** Provided records follows **
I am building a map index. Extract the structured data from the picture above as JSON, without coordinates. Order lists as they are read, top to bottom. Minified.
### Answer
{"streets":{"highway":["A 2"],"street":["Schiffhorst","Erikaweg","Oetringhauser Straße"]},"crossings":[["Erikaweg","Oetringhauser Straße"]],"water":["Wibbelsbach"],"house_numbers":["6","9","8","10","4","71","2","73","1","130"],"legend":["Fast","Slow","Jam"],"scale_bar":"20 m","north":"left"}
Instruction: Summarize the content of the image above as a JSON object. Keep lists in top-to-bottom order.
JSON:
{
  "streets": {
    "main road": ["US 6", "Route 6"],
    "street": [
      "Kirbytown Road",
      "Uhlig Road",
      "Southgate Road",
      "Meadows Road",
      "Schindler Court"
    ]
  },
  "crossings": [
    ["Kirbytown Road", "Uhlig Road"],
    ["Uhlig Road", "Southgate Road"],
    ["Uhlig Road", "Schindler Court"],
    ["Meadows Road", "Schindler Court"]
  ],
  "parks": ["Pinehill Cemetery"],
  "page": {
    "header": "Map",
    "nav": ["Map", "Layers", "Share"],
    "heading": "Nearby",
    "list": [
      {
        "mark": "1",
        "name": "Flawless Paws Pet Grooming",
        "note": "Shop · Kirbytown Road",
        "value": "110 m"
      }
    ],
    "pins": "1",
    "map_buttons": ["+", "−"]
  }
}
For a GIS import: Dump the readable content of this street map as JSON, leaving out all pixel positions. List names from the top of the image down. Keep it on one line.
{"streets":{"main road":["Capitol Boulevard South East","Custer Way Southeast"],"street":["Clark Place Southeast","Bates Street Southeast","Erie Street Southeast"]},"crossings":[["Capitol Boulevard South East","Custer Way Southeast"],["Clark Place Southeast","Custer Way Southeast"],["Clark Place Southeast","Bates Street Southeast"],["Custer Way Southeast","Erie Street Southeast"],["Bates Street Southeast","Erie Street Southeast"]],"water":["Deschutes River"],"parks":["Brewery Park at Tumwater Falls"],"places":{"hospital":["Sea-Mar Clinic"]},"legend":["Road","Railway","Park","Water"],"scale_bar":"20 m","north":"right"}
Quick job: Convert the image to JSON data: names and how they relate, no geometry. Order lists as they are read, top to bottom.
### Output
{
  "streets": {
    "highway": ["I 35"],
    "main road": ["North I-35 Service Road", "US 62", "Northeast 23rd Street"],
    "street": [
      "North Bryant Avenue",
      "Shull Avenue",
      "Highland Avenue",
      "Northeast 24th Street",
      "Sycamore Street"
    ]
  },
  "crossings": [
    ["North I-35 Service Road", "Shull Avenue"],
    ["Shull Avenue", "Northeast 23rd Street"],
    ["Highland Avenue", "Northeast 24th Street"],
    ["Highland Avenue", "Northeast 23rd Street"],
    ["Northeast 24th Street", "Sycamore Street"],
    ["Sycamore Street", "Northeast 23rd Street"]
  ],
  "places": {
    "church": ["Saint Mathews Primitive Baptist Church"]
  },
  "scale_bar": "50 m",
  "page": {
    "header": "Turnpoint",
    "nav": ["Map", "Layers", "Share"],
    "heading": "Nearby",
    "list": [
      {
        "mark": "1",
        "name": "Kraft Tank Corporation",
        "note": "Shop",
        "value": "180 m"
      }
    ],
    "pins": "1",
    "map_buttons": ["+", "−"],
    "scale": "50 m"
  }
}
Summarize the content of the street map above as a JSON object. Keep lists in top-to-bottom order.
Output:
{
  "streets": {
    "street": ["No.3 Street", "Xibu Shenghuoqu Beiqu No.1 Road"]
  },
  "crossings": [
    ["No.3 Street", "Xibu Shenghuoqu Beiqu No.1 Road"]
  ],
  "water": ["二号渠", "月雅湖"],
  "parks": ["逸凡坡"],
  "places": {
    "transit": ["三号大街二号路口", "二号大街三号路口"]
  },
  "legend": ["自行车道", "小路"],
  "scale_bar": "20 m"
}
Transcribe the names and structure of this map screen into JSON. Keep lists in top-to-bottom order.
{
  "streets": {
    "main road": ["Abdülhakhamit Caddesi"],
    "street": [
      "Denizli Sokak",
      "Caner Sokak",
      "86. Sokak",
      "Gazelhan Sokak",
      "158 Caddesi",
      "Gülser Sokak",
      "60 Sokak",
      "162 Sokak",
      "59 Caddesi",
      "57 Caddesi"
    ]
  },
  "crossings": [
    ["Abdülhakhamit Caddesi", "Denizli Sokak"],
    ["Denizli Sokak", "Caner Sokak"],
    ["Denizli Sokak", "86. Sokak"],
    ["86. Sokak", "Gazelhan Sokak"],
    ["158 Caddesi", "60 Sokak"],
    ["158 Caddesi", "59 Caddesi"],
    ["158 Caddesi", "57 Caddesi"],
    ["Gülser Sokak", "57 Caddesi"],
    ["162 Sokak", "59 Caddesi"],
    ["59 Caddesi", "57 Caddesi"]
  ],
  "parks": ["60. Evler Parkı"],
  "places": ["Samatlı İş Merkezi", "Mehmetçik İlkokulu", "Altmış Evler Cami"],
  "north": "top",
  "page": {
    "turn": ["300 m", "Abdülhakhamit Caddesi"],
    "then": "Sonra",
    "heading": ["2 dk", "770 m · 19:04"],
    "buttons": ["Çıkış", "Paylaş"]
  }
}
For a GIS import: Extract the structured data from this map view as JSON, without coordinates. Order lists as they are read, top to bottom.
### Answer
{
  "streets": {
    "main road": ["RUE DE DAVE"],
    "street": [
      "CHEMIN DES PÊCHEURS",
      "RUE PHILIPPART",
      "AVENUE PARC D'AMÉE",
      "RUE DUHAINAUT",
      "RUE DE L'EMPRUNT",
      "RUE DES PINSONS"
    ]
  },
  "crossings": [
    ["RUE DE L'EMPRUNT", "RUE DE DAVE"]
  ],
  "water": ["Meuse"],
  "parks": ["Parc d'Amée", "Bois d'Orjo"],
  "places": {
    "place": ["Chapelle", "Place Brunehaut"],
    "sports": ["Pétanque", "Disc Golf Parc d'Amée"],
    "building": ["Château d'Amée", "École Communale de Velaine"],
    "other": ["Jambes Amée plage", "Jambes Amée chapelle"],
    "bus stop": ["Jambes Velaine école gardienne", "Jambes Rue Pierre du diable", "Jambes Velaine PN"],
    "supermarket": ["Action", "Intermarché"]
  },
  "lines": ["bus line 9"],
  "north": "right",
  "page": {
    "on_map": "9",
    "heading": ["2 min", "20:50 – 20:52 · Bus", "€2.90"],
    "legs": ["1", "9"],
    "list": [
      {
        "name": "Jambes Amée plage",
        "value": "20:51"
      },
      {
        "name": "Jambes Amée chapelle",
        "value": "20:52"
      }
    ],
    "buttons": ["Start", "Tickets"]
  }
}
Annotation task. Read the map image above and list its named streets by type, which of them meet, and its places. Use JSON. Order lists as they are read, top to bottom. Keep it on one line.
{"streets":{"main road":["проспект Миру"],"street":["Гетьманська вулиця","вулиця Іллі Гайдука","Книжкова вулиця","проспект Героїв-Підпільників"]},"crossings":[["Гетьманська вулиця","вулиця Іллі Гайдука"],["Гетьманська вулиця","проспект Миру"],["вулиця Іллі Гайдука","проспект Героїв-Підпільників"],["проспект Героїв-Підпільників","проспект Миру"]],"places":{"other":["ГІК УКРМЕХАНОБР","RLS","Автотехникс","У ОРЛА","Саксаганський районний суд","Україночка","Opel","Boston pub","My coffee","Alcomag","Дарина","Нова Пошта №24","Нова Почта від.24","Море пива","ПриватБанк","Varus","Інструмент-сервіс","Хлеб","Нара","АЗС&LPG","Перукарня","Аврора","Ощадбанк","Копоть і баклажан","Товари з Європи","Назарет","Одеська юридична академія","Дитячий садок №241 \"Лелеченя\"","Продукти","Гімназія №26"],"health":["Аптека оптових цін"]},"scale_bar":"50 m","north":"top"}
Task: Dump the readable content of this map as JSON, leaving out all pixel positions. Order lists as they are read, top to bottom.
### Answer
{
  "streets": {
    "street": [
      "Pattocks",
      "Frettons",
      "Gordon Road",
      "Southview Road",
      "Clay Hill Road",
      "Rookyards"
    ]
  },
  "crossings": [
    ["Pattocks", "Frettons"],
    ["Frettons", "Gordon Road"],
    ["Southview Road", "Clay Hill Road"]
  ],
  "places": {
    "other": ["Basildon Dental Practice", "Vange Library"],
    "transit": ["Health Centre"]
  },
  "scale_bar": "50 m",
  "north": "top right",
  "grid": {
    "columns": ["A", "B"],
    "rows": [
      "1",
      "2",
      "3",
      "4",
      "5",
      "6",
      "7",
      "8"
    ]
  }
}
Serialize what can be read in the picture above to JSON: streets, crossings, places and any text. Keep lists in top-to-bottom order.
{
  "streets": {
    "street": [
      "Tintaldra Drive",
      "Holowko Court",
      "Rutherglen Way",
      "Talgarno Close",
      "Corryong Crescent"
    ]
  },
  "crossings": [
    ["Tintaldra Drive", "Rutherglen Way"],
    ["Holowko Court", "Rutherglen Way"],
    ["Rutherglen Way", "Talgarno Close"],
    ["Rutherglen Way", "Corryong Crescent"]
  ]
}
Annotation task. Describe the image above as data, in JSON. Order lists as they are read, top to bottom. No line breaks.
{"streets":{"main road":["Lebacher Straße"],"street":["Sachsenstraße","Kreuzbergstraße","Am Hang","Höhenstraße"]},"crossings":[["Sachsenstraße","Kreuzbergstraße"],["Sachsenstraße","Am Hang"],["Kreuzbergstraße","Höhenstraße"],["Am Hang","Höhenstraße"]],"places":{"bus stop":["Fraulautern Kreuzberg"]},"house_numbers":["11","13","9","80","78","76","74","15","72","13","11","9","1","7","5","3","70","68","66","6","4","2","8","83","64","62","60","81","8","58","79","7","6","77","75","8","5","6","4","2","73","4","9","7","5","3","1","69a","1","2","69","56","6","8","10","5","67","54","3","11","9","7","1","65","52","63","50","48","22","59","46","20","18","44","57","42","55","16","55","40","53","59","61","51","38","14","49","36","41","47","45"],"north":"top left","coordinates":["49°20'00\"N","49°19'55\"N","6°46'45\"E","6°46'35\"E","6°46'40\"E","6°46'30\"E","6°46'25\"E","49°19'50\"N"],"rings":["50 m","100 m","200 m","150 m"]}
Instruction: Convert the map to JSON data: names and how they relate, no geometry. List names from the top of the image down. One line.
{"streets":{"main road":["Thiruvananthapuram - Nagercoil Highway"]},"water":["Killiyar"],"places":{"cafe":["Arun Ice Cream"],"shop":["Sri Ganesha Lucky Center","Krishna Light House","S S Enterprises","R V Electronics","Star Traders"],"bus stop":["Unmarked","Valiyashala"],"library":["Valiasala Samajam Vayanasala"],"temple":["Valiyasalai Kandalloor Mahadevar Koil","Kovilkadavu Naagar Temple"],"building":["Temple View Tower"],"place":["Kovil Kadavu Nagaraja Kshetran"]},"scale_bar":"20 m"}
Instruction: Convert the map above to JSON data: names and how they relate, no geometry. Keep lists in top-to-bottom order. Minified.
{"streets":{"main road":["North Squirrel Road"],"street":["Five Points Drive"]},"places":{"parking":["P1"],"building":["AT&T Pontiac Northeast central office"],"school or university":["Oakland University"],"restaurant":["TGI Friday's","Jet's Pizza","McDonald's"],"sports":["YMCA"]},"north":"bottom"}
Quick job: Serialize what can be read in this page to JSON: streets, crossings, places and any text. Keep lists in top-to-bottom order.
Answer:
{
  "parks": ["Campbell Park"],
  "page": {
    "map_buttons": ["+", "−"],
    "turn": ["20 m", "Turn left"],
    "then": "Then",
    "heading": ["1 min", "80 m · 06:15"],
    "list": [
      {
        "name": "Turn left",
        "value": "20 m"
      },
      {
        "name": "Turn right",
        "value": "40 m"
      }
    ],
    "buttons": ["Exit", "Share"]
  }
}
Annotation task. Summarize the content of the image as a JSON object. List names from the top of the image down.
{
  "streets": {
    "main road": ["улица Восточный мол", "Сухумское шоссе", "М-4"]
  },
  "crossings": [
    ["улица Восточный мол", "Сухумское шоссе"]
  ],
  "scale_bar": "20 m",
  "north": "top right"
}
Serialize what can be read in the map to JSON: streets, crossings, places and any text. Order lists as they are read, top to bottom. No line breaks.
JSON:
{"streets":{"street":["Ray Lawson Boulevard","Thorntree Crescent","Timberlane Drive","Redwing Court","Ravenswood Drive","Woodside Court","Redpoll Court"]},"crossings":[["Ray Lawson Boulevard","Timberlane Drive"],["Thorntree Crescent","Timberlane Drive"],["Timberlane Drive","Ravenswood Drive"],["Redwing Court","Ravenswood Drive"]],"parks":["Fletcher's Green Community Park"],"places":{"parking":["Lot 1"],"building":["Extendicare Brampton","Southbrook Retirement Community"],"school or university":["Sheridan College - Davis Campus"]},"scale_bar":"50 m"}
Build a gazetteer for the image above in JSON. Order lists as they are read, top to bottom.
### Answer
** End of Provided records **
Task details:
Search the data above for lines holding "Extract" and copy each of them.

Your solution:
I am building a map index. Extract the structured data from the picture above as JSON, without coordinates. Order lists as they are read, top to bottom. Minified.
For a GIS import: Extract the structured data from this map view as JSON, without coordinates. Order lists as they are read, top to bottom.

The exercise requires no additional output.